Over the years, we have been involved with various ministries. Despite seeming differences in the profile or place where we serve, one thing has always remained constant: We look to aid those in need, to love, teach, train, empower, and equip those who, many times, do not have the ability or resources to help themselves.
Understanding the love that God has for us has given us the desire to show that to love others. It is what led us to serve orphans. It led us to open a community center to serve vulnerable families in the hopes of keeping their kids out of orphanages. And it is what led me, at the beginning of this year, to take over running a ministry serving people with disabilities.
The ministry was founded by a good friend, Jamie Waller, when he saw the need to improve the care for people with disabilities in Guatemala. What started as a simple project of hiring Christian caregivers to work inside an institution eventually became a “Dayhab” facility that provides care for children with PMLD (Profound Multiple Learning Disabilities).
Every day, 17 children come into our center to be loved and cared for by caregivers, physical therapists, occupational therapists, and special educators. Some are in wheelchairs, many wear diapers, and almost none can talk. I am there two days a week and am responsible for managing the program, supervising the staff, and ensuring that we are doing the best we can to serve these children.
Why? You might ask, with all that I have on my plate—teaching vocational training programs in an orphanage, running our community center in the slums, and everything else that our ministry entails—would I choose to take on more work, specifically serving the disabled?

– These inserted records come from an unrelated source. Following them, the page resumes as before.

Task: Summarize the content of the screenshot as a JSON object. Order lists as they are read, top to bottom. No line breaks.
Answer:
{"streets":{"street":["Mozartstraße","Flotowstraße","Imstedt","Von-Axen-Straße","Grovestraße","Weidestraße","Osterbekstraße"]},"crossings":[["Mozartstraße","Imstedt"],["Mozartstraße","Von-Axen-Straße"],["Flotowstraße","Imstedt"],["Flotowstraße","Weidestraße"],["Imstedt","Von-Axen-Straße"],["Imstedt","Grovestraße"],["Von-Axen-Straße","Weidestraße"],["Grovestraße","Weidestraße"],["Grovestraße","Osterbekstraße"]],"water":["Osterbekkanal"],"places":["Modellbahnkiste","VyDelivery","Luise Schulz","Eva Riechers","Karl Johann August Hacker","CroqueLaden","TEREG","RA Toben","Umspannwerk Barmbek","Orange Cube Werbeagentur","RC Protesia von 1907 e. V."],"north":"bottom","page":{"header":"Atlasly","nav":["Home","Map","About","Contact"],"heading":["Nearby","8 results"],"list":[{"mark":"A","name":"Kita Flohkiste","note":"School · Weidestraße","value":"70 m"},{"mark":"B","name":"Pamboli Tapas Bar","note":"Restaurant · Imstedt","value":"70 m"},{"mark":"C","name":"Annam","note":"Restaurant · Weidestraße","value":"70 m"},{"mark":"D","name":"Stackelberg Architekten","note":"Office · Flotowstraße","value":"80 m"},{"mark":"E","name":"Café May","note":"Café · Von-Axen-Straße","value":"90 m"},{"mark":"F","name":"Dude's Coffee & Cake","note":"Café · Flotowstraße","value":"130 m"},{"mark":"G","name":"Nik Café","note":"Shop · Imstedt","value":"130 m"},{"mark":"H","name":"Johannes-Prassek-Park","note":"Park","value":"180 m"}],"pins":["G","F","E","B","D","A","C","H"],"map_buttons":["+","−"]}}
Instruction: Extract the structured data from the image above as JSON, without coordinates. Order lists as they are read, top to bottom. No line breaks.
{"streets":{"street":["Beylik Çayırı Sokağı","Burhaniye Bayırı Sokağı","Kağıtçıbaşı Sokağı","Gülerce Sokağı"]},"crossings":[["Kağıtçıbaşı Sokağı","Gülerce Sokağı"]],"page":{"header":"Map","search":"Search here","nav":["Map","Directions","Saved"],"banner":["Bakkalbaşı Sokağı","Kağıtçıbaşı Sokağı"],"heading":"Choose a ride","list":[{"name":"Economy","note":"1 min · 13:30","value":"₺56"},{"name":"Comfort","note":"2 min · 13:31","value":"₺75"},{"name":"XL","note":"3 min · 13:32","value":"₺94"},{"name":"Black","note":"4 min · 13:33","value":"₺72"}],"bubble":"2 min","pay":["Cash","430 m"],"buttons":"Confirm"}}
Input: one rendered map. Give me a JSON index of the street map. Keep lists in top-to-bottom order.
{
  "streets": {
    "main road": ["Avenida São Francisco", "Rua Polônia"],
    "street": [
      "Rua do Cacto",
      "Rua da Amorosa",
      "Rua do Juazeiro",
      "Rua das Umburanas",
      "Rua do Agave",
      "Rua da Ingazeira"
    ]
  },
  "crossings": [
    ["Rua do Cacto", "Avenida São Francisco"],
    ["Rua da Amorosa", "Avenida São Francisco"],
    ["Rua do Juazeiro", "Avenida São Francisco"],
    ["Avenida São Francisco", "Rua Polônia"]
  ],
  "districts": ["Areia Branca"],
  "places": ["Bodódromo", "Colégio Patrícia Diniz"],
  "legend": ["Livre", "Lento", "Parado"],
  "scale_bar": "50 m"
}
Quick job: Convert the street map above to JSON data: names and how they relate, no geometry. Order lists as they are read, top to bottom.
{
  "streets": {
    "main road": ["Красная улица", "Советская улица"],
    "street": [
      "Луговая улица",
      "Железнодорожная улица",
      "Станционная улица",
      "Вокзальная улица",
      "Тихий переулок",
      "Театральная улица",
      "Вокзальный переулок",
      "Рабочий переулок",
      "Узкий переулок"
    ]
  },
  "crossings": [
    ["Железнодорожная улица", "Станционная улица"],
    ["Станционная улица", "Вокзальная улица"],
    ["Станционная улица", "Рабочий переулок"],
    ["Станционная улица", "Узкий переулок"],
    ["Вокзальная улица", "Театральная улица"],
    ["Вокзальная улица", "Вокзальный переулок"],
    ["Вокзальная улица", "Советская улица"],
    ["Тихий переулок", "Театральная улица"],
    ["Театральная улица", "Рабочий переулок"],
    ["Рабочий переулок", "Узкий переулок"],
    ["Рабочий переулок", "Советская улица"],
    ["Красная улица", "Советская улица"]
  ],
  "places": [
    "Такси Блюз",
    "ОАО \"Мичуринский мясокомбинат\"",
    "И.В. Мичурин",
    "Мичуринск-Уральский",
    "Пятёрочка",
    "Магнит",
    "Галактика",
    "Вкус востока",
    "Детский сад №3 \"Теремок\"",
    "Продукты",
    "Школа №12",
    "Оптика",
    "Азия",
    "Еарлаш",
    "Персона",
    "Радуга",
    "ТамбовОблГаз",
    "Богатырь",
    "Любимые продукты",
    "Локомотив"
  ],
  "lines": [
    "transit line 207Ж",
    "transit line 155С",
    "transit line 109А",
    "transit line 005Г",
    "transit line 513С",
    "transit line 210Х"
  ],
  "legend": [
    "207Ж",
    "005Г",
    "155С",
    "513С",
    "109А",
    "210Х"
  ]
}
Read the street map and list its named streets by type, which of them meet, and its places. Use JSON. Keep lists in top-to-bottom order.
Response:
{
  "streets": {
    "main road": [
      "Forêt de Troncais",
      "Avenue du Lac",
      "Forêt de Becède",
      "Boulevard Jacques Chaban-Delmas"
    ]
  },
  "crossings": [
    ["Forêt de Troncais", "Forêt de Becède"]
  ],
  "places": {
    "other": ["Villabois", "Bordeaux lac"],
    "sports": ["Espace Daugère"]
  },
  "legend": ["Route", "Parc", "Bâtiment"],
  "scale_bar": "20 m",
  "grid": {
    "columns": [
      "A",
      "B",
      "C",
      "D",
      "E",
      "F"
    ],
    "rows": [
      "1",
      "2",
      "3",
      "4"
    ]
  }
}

Ultimately, we find the answers not just in scripture, 2 Corinthians 5:14, “For the love of Christ constrains us,” but in examples laid out by the early church.
Compassion and kindness were not well-developed virtues among the pagan Romans. Mercy was discouraged. They saw it as helping those who were too weak to contribute to society and, therefore, a wasted effort. In the filthy, unsanitary hovels of the typical Roman city, with their miserable cycle of famines and plagues, the sick found no public institutions devoted to their care and little in the way of sympathy or help. Perhaps a family member would come to their aid, but oftentimes, even close relatives would leave their own to die.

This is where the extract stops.